Set down the data that follows again, exactly as written.

- - - - - - -

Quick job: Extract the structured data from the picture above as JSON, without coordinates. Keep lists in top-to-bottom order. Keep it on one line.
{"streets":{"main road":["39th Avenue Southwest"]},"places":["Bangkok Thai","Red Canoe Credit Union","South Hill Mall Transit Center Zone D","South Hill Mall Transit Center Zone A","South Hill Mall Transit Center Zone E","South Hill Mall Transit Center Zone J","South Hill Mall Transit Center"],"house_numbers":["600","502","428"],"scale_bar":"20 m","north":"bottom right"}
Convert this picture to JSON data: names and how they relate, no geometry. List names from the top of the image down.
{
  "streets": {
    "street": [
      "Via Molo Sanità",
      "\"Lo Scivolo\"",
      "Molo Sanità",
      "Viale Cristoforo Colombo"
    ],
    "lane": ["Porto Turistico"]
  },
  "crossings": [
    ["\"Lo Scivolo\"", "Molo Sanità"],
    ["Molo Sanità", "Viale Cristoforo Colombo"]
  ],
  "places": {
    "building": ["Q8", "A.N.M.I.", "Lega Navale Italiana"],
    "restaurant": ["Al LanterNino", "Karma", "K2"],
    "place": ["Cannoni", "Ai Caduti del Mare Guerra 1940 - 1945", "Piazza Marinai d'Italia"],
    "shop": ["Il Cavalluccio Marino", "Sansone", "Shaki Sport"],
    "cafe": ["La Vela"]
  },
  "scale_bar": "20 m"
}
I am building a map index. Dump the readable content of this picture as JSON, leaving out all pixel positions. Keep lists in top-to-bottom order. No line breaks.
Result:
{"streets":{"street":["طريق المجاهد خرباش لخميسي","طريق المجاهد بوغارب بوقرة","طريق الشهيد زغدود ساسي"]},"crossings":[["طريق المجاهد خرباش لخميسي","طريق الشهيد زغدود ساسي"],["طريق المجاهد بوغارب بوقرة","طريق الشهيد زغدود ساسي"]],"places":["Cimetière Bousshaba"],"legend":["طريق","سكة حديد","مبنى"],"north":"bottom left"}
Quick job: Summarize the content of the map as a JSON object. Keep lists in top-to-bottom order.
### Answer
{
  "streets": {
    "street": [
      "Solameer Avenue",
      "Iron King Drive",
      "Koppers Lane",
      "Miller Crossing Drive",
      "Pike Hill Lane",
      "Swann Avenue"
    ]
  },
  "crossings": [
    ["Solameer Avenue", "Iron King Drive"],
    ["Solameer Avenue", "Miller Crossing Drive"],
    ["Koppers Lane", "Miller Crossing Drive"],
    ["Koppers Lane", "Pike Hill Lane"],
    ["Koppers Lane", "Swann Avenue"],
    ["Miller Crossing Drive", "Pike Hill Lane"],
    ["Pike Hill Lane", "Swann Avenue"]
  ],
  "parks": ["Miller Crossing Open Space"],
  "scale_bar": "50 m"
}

- - - - - - -

_Solved exercise_.
Quick job: Extract the structured data from the picture above as JSON, without coordinates. Keep lists in top-to-bottom order. Keep it on one line.
{"streets":{"main road":["39th Avenue Southwest"]},"places":["Bangkok Thai","Red Canoe Credit Union","South Hill Mall Transit Center Zone D","South Hill Mall Transit Center Zone A","South Hill Mall Transit Center Zone E","South Hill Mall Transit Center Zone J","South Hill Mall Transit Center"],"house_numbers":["600","502","428"],"scale_bar":"20 m","north":"bottom right"}
Convert this picture to JSON data: names and how they relate, no geometry. List names from the top of the image down.
{
  "streets": {
    "street": [
      "Via Molo Sanità",
      "\"Lo Scivolo\"",
      "Molo Sanità",
      "Viale Cristoforo Colombo"
    ],
    "lane": ["Porto Turistico"]
  },
  "crossings": [
    ["\"Lo Scivolo\"", "Molo Sanità"],
    ["Molo Sanità", "Viale Cristoforo Colombo"]
  ],
  "places": {
    "building": ["Q8", "A.N.M.I.", "Lega Navale Italiana"],
    "restaurant": ["Al LanterNino", "Karma", "K2"],
    "place": ["Cannoni", "Ai Caduti del Mare Guerra 1940 - 1945", "Piazza Marinai d'Italia"],
    "shop": ["Il Cavalluccio Marino", "Sansone", "Shaki Sport"],
    "cafe": ["La Vela"]
  },
  "scale_bar": "20 m"
}
I am building a map index. Dump the readable content of this picture as JSON, leaving out all pixel positions. Keep lists in top-to-bottom order. No line breaks.
Result:
{"streets":{"street":["طريق المجاهد خرباش لخميسي","طريق المجاهد بوغارب بوقرة","طريق الشهيد زغدود ساسي"]},"crossings":[["طريق المجاهد خرباش لخميسي","طريق الشهيد زغدود ساسي"],["طريق المجاهد بوغارب بوقرة","طريق الشهيد زغدود ساسي"]],"places":["Cimetière Bousshaba"],"legend":["طريق","سكة حديد","مبنى"],"north":"bottom left"}
Quick job: Summarize the content of the map as a JSON object. Keep lists in top-to-bottom order.
### Answer
{
  "streets": {
    "street": [
      "Solameer Avenue",
      "Iron King Drive",
      "Koppers Lane",
      "Miller Crossing Drive",
      "Pike Hill Lane",
      "Swann Avenue"
    ]
  },
  "crossings": [
    ["Solameer Avenue", "Iron King Drive"],
    ["Solameer Avenue", "Miller Crossing Drive"],
    ["Koppers Lane", "Miller Crossing Drive"],
    ["Koppers Lane", "Pike Hill Lane"],
    ["Koppers Lane", "Swann Avenue"],
    ["Miller Crossing Drive", "Pike Hill Lane"],
    ["Pike Hill Lane", "Swann Avenue"]
  ],
  "parks": ["Miller Crossing Open Space"],
  "scale_bar": "50 m"
}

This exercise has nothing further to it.